One area where many warehouse system implementations fail is on the breakout of responsibility of work. When you are choosing a warehouse management system, make sure part of your conversation with prospective partners is defining who will be responsible for data cleansing, defining standard operating procedures (SOPs) for the warehouse, training staff and so on. This cannot go undiscussed since it can lead to huge growth in costs if your vendor expects you to do all the heavy lifting throughout the implementation and you are expecting them to do the work.
Choosing a WMS is not just about getting the right product for your business. Yes, that’s a big factor, but you want a partner that is easy to work with and meets your company culture the best. Most modern warehouse management systems have the same core capabilities, but the nuances are in what extra features and value can you get and how that partner connects with your team. When you pick the right partner, you just know it and things tend to go smoothly, even when there are bumps along the road.

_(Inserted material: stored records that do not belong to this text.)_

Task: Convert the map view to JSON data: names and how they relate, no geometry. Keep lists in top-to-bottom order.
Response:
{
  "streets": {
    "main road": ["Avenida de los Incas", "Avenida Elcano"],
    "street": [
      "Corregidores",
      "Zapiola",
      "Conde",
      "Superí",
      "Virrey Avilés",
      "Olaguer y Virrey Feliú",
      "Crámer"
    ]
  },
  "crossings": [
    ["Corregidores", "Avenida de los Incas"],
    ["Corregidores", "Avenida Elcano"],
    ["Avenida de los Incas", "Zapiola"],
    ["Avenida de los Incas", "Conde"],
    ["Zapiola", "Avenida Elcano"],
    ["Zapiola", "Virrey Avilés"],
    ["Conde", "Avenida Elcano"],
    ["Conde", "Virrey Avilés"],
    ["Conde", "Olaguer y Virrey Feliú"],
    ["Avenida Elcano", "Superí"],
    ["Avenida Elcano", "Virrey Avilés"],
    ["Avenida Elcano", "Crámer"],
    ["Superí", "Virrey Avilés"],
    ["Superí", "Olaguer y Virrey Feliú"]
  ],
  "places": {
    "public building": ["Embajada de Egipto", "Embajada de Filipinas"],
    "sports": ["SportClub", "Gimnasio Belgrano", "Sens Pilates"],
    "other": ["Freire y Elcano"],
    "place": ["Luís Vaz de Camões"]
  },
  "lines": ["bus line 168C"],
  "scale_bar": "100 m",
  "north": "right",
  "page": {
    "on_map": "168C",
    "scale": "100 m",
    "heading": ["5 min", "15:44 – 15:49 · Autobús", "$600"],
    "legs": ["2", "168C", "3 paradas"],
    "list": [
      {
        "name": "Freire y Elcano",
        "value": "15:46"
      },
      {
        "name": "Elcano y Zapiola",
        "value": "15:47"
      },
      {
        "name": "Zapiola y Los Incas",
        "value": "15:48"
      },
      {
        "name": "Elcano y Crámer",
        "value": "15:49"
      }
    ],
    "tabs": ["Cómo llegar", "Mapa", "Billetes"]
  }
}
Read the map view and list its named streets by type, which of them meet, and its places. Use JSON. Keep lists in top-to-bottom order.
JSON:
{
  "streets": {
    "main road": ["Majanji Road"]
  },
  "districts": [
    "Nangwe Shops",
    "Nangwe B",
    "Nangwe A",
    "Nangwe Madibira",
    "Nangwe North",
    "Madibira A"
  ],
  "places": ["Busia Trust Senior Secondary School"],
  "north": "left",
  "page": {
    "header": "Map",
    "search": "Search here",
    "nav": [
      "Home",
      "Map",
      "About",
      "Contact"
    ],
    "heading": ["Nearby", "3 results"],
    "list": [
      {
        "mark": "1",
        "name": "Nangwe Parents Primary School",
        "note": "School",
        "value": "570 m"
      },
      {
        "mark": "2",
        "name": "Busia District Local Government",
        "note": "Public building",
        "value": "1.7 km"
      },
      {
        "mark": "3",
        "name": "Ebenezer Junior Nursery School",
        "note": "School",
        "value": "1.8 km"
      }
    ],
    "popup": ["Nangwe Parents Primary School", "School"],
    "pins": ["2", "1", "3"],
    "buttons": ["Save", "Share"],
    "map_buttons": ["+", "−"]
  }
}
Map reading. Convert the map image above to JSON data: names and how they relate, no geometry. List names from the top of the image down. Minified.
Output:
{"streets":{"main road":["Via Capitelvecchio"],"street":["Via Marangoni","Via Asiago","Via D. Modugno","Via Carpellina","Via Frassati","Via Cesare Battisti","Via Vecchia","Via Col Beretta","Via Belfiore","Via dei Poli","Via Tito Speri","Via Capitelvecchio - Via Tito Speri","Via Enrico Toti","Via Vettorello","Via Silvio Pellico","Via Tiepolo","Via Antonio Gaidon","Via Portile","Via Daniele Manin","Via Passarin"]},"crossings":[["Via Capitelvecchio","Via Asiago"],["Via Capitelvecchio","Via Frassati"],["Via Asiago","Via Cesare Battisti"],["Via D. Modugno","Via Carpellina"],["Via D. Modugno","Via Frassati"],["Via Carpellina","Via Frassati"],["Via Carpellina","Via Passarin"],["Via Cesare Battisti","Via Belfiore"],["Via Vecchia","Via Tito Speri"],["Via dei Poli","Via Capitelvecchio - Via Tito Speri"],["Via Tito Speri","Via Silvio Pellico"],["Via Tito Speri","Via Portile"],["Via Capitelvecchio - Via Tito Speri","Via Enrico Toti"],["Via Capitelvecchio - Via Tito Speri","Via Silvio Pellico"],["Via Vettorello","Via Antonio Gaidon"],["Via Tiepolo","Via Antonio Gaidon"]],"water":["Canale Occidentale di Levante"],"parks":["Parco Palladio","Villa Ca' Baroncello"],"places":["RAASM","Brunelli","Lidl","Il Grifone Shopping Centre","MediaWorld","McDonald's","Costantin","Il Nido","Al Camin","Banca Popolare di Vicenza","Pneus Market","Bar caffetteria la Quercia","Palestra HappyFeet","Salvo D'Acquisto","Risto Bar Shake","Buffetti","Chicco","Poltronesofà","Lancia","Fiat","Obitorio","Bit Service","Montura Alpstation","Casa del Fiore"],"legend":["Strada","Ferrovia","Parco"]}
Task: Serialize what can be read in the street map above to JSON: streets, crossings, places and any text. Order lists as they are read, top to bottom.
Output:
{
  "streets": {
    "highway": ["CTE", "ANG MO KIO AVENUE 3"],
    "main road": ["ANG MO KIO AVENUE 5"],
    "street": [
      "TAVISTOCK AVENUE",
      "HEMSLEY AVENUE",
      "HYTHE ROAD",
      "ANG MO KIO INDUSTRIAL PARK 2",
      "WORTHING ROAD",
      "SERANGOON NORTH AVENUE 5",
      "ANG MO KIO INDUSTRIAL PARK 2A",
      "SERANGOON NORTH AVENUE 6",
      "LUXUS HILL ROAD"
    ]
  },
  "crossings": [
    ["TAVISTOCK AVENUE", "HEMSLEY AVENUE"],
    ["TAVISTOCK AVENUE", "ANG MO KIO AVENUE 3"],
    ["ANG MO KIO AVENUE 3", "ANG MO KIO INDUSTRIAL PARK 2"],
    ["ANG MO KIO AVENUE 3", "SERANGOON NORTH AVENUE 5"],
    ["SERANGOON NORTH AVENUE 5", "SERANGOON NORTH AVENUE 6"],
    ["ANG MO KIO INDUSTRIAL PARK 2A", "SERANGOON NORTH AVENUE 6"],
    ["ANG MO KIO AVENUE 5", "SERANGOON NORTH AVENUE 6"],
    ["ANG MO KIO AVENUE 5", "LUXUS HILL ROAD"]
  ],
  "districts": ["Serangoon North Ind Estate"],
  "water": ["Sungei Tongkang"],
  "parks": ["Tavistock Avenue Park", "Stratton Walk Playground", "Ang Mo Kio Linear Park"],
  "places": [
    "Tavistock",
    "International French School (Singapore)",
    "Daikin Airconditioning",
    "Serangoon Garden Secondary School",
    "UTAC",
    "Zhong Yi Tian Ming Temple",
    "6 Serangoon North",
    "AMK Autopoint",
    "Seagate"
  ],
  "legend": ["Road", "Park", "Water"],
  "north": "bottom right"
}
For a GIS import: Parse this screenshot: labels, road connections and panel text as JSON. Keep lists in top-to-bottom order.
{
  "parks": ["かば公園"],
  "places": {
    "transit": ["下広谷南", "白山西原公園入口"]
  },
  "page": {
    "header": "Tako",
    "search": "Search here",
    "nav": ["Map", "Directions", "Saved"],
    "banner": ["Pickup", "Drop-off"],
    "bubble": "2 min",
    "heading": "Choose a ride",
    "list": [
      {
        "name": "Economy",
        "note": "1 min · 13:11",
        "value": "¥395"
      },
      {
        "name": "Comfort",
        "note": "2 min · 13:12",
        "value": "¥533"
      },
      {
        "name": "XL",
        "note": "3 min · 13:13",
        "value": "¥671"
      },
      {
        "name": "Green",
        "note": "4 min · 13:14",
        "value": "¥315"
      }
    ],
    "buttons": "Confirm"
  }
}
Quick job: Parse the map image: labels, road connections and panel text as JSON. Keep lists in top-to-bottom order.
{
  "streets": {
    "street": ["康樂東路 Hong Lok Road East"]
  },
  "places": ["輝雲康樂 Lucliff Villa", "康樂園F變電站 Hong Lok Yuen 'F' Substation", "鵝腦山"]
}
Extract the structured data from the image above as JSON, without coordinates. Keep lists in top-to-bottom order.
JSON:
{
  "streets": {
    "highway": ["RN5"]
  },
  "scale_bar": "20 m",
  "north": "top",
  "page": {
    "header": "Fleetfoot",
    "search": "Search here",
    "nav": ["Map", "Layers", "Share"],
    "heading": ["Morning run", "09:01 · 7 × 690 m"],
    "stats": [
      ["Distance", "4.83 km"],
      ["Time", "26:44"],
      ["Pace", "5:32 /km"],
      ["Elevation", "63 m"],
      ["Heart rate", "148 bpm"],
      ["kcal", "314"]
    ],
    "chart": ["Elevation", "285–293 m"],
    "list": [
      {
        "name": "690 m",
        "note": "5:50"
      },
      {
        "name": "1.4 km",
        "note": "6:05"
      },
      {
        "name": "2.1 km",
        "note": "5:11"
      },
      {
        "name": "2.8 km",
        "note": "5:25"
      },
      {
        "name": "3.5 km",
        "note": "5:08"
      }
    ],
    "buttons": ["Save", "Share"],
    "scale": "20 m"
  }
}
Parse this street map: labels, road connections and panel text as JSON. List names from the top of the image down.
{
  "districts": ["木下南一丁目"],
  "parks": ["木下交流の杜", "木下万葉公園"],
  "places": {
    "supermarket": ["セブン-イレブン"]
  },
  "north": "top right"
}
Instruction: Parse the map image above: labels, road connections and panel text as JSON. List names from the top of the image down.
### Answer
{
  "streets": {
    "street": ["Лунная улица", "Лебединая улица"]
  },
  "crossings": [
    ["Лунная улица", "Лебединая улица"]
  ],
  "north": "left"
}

My final thoughts on when you are choosing a warehouse management system is that you are most likely considering a cloud-based SaaS WMS that continually updates and is managed outside your normal on-premise infrastructure. This means that the responsibility for selecting the right warehouse management system is far less an IT decision and far more in the hands of the operations staff.
Making a well-informed decision about your next WMS will provide you with a runway for grow and adaptability for years to come. Unfortunately, making the wrong choice can leave you unable to respond to the evolving needs of your business and supply chain. Take your time, pay attention to the details and trust your instincts about the partner you would like to work with.